Task prompt:
Whenever a line in the data contains "buttons", show that line.
== Record extracts ==
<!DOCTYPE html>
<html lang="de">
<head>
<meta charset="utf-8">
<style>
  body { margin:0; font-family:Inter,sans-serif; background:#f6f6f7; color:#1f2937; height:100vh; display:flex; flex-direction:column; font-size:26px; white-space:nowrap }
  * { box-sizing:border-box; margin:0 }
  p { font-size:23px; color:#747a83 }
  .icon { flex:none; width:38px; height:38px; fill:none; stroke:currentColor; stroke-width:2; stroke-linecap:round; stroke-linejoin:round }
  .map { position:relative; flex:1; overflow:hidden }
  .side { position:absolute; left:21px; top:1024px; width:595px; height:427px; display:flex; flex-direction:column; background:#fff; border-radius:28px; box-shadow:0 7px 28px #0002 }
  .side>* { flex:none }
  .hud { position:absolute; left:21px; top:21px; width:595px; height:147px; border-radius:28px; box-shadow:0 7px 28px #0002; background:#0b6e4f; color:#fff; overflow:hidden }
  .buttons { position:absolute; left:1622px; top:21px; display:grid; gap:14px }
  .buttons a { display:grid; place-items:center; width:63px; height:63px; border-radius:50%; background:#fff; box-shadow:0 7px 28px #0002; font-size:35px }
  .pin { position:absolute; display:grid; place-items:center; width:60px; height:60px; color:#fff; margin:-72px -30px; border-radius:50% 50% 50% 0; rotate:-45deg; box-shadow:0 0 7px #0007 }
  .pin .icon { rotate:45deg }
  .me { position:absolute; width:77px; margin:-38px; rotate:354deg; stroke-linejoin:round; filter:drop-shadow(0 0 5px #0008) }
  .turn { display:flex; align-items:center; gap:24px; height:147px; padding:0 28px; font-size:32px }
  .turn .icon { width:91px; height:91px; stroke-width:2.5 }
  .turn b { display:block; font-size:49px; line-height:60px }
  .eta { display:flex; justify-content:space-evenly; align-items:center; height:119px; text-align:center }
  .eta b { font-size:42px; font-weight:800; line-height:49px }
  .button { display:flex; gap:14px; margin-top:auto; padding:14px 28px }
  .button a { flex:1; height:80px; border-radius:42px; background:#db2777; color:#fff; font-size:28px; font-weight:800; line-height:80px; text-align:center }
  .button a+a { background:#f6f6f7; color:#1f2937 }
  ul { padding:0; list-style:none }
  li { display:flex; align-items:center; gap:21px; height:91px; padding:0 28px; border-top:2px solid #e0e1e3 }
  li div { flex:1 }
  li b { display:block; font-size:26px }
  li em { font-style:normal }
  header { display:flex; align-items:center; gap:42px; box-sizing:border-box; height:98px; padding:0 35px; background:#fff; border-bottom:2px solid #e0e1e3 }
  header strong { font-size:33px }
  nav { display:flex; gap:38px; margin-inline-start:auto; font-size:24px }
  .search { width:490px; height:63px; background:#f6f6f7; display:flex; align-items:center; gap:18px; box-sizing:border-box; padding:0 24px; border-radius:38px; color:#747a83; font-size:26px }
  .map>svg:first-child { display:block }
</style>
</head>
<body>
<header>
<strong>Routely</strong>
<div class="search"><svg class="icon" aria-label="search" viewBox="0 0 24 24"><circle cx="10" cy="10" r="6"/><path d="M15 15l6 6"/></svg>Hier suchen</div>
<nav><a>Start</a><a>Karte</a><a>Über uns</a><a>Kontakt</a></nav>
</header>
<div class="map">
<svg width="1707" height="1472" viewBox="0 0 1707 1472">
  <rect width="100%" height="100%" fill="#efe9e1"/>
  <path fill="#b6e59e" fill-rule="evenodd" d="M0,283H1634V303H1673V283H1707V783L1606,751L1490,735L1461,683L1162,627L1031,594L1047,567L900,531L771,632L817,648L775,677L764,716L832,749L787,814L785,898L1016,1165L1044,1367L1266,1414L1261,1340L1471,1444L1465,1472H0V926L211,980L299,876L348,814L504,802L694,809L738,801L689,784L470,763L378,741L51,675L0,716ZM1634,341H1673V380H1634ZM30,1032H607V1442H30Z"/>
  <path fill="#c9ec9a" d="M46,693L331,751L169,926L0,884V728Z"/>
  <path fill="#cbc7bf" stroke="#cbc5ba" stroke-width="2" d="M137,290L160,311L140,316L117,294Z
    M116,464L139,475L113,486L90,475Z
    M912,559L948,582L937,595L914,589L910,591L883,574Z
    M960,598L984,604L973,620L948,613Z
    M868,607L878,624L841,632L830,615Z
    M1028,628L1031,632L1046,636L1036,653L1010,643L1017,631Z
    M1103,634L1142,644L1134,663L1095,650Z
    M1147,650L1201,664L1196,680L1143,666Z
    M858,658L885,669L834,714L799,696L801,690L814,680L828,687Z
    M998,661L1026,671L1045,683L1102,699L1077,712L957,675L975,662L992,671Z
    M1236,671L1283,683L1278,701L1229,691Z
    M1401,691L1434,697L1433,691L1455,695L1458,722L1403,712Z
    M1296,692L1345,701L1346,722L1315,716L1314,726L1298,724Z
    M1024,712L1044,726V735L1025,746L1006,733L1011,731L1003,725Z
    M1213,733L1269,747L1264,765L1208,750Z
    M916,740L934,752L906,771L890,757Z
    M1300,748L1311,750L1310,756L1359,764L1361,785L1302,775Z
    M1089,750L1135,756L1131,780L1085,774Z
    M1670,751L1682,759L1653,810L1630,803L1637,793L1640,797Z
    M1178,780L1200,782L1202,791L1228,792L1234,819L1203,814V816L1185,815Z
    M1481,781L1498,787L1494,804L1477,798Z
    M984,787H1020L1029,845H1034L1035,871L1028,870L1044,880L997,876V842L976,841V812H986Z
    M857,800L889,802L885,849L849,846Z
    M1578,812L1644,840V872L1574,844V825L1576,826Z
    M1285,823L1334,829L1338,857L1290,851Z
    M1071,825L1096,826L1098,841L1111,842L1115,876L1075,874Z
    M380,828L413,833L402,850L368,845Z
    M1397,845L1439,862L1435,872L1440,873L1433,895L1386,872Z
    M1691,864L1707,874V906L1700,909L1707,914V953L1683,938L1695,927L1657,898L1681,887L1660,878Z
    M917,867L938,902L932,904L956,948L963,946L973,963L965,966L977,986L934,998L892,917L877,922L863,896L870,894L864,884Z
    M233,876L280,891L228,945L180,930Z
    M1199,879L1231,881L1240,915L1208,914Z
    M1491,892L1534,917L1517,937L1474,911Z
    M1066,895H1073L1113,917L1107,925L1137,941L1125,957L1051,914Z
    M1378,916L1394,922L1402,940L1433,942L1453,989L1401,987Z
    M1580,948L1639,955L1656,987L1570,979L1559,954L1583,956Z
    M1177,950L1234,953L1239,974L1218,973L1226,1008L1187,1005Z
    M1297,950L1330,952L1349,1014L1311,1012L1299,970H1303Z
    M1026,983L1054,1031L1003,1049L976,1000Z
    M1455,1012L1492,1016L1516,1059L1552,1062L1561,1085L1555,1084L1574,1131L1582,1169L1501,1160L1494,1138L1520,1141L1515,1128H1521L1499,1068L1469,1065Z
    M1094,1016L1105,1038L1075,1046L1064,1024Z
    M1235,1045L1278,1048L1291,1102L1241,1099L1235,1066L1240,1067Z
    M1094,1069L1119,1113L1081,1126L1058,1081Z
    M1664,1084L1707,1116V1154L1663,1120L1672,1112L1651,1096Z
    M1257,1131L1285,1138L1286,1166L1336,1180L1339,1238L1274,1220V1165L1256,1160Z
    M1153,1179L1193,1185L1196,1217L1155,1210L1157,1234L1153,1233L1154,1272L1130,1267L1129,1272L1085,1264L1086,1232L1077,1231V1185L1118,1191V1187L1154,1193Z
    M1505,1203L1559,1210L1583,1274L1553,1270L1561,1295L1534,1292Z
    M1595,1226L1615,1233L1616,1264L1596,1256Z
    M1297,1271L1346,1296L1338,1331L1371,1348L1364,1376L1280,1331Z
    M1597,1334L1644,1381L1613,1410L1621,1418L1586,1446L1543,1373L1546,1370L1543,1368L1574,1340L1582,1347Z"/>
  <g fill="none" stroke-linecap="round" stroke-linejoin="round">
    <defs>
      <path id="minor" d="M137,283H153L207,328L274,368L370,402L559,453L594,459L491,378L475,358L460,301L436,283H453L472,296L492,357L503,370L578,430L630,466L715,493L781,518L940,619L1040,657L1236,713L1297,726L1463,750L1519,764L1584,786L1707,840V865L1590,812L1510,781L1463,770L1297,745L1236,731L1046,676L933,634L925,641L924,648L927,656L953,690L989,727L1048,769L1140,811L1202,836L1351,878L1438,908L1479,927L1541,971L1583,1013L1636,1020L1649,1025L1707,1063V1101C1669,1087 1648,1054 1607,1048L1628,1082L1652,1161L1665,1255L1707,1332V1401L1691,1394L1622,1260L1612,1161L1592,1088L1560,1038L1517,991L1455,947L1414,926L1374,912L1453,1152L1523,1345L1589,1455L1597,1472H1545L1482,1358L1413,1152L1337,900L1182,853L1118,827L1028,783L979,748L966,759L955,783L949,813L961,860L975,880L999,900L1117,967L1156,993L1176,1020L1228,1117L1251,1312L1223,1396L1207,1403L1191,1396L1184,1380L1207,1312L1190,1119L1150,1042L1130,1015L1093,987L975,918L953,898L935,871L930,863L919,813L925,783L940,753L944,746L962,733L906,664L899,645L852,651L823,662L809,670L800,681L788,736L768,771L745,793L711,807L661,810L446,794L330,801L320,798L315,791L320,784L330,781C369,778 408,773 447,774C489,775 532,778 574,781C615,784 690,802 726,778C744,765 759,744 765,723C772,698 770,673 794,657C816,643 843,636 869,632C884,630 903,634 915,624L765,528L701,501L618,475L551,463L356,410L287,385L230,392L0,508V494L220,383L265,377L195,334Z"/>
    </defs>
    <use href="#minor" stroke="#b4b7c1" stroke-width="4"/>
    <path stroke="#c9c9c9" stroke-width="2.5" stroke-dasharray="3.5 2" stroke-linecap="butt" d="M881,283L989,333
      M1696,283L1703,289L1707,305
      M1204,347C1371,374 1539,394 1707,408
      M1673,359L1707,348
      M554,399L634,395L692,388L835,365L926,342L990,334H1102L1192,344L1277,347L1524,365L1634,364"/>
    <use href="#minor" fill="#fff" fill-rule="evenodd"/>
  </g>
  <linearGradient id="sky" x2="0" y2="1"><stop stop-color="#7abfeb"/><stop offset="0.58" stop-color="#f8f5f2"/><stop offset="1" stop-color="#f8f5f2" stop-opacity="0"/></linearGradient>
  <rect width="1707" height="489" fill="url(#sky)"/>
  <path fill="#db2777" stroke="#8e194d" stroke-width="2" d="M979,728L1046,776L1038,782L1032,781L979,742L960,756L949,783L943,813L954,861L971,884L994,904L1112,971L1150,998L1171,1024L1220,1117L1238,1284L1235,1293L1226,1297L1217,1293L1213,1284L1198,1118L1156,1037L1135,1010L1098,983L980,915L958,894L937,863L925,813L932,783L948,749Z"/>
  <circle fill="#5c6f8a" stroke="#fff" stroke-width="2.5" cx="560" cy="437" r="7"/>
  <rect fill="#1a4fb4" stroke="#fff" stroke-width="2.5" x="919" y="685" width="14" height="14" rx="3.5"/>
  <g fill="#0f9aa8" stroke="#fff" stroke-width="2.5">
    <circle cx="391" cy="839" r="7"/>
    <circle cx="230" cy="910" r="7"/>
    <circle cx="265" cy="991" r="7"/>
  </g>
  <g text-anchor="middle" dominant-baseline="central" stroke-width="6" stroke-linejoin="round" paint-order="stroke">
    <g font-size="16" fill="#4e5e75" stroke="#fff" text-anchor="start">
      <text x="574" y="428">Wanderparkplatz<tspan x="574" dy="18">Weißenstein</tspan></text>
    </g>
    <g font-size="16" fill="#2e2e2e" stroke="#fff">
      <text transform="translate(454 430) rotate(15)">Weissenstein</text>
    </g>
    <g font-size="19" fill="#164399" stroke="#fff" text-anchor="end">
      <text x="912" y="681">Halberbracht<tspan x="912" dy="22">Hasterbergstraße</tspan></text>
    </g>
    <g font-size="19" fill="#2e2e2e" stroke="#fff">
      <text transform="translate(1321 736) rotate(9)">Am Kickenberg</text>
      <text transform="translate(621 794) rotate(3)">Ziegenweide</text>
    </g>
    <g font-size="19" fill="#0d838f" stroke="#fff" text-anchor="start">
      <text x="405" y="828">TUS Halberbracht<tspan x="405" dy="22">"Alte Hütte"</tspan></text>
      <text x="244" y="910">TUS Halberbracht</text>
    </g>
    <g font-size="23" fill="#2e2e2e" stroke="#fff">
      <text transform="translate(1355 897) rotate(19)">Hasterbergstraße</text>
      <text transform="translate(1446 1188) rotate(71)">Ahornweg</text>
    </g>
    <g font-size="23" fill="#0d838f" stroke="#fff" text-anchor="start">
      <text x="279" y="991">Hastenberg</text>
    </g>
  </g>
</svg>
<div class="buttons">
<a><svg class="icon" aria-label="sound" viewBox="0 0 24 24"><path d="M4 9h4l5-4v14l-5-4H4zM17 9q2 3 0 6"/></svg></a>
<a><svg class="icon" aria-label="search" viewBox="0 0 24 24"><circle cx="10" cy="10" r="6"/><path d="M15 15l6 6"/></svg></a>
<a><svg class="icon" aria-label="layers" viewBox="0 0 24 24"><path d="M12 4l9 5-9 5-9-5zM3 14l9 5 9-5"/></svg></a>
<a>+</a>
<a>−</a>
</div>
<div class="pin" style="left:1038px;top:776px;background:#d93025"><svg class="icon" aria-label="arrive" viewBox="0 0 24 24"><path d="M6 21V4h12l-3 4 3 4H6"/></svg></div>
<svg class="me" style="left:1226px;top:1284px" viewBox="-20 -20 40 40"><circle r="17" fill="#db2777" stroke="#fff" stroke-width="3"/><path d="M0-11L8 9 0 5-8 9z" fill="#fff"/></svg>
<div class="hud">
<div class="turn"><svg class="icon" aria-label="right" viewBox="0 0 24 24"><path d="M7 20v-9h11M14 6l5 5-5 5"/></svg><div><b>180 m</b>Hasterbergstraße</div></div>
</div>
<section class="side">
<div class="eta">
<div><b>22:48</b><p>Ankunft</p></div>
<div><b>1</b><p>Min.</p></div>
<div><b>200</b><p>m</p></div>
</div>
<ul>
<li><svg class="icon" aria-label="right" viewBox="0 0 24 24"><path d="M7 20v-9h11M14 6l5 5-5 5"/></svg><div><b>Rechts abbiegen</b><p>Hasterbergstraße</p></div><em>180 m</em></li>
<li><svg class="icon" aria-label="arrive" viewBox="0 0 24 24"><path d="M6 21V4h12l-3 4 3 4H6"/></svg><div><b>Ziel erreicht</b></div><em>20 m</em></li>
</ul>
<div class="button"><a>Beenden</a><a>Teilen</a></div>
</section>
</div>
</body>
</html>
===
Exercise output:
  .buttons { position:absolute; left:1622px; top:21px; display:grid; gap:14px }
  .buttons a { display:grid; place-items:center; width:63px; height:63px; border-radius:50%; background:#fff; box-shadow:0 7px 28px #0002; font-size:35px }
<div class="buttons">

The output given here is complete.